A. Now to answer your question. There is a saying in HAGT that guides me in many of my business and personal relations.
“The reason things go wrong is usually that someone did what they weren’t supposed to do, or they didn’t do something they were supposed to do”.
This connects to the idea that knowledge is power. In this case, it is knowledge and data points. When applied it translates to…
The information you choose to ignore will definitely come back to bite you on the ass!
I learned this saying from Frank Abagnale, a famous con artist whose early life was the subject of the 2002 American biographical crime film Catch Me If You Can. Abagnale made that statement in a recent class he offered to the employees at Google.
How Did This Problem Even Come About?
When you sign up for a bank account there is a form you sign. This form usually consists of a page or two of “fine print”. Most of us never read that fine print and even if we did we wouldn’t understand what the heck it all means. I know I should have taken that post-graduate course at Harvard on “How to Read Legalese on bank forms” but I was busy writing my Nobel Prize acceptance speech.
The Actual Problem
One of the agreements most customers receive when they open a bank account is a clause buried in that fine print known as “the right of ‘offset’, also sometimes referred to as “the right of setoff”.
What it basically states is that the bank has the legal power to seize funds from a debtor or guarantor of debt, meaning you. Of course, this right will vary depending on the plan or product. Excluding Registered Retirement Savings Plan (RRSPs) and registered retirement income funds, “the right of ‘offset’ is in most agreements.
How Does This Play Out?
1. Your bank accepts a deposit. It can be in the form of a check or some other form.

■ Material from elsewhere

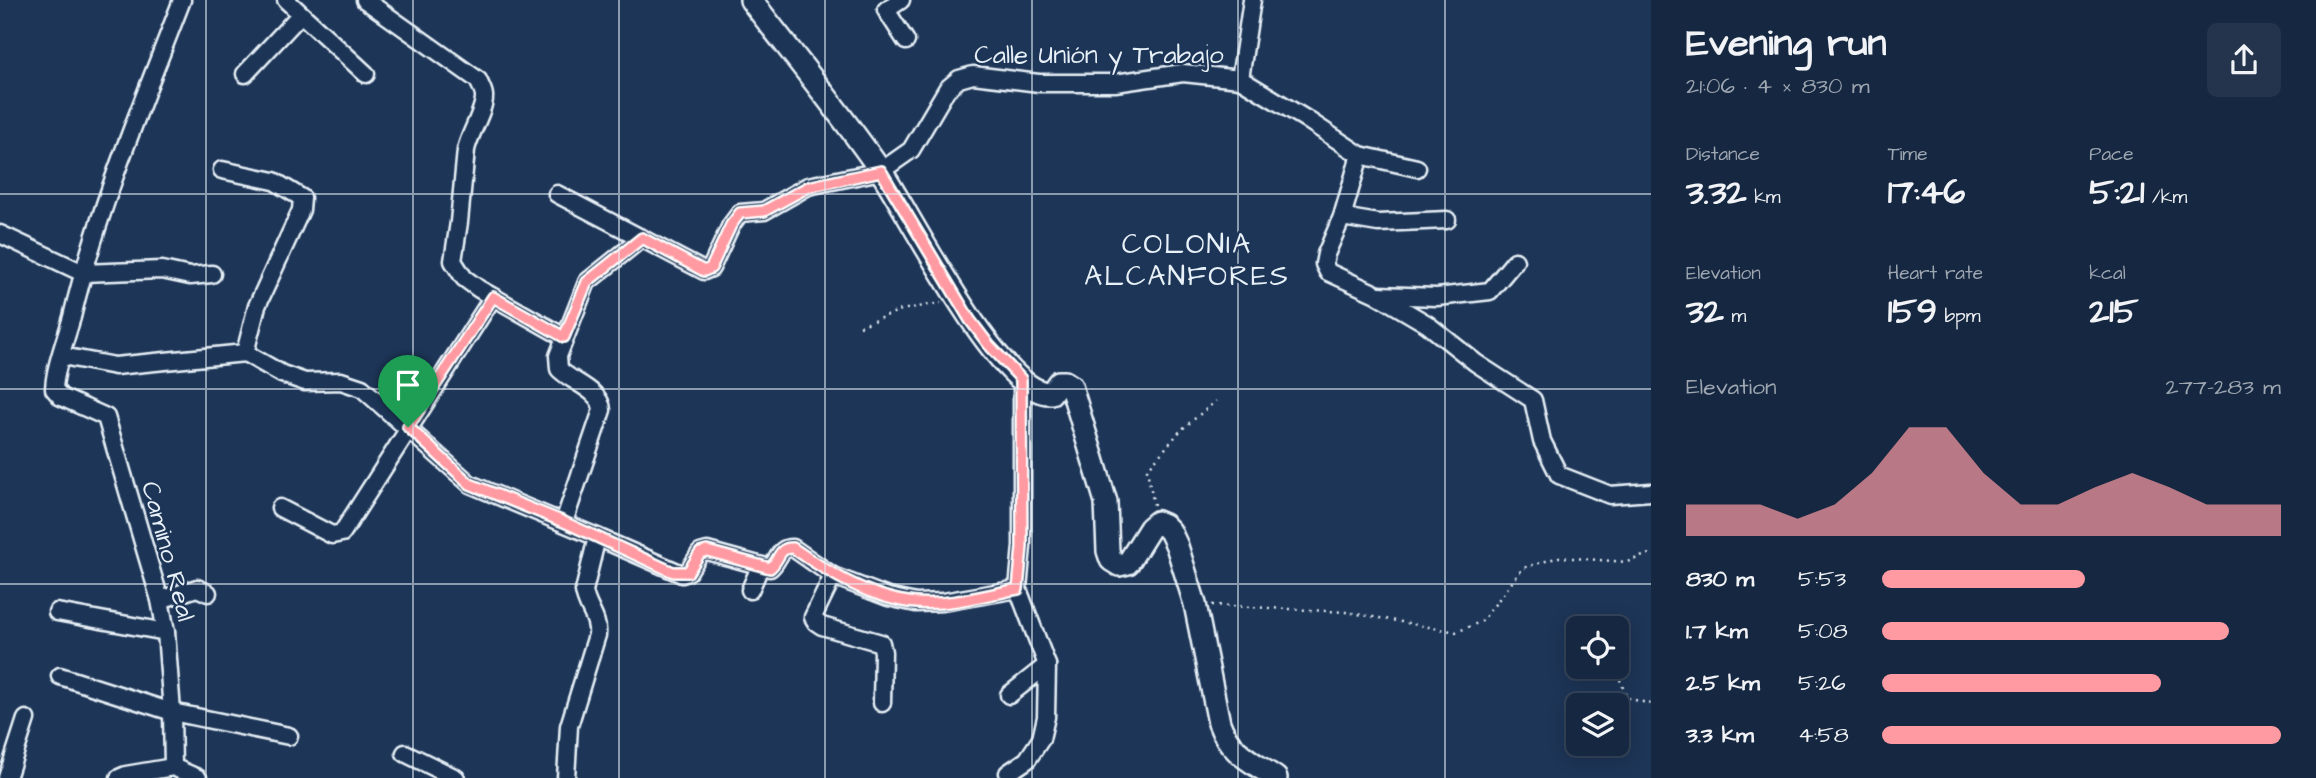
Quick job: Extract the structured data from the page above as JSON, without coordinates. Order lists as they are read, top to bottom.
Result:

2. This deposit doesn’t go through as expected for any number of reasons including someone, including a professional scammer or conjobber giving you a “bad check”.
3. You aren’t aware that the check is bad and you withdraw or transfers the funds.
4. Since the funds you withdrew are not actually there the bank can legally claim they have made a bad loan.
5. The bank then has the right to access money in other accounts it holds for you, in order to recover its loss.
What Can You Do to Prevent This?
Not much. This is a situation that can happen anywhere but is especially common in the United States and Canada. If you put money in banks you need to be aware of how common it is for banks to access one customer account to recover their own losses from the same customer’s second or third account.
Doug Hoyes, an insolvency trustee in Kitchener, Ont., speaks about this in the article I have attached below.
“It blindsides people,” Hoyes said. “I’ve seen it happen thousands of times.”
Of course, this problem will affect you if you make a living delivering for Door Dash, but not if you own Door Dash. It is no problem either for new bank customers. Why is this? Well, banks generally put a hold on big checks deposited to the accounts of new customers. Thus, they cannot access the funds until the check clears. Trusted, well-to-do longstanding, customers, are also protected. Here, banks often extend a line of credit and so funds are immediately available.
Hoyes adds, “In most cases what the bank did is very helpful; ‘Hey, you put the money in, you can use it.’ But in this case, it backfired”, he said.
In such a scenario a five- or even three-day hold on the check you had received would have stopped the scammers cold. However, if you a longtime bank client you’re probably out of luck. The good news is that such a customer will receive instant access to funds. The bad news is that you are a prime target for a con.
Hoyes added that he often tells his own clients, all of whom have money problems, to…
Set up bank accounts at two different financial institutions. “It is wise to have your assets at a different bank than your debts if it’s possible,” he said. That way if a payment goes wrong in any way, the bank isn’t able to dip into other accounts on file, he explained.
I don’t want to make you feel like this problem could have been easily avoided. It has happened to me. It is hard to void a professional con put into action by a professional conman. Still, once you’ve been hustled it need not happen a second time.
One key to preventing this from happening is to know what you are supposed to do and avoid doing what you’re not supposed to do. This strategy won’t always work but it‘s a good way to go most of the time.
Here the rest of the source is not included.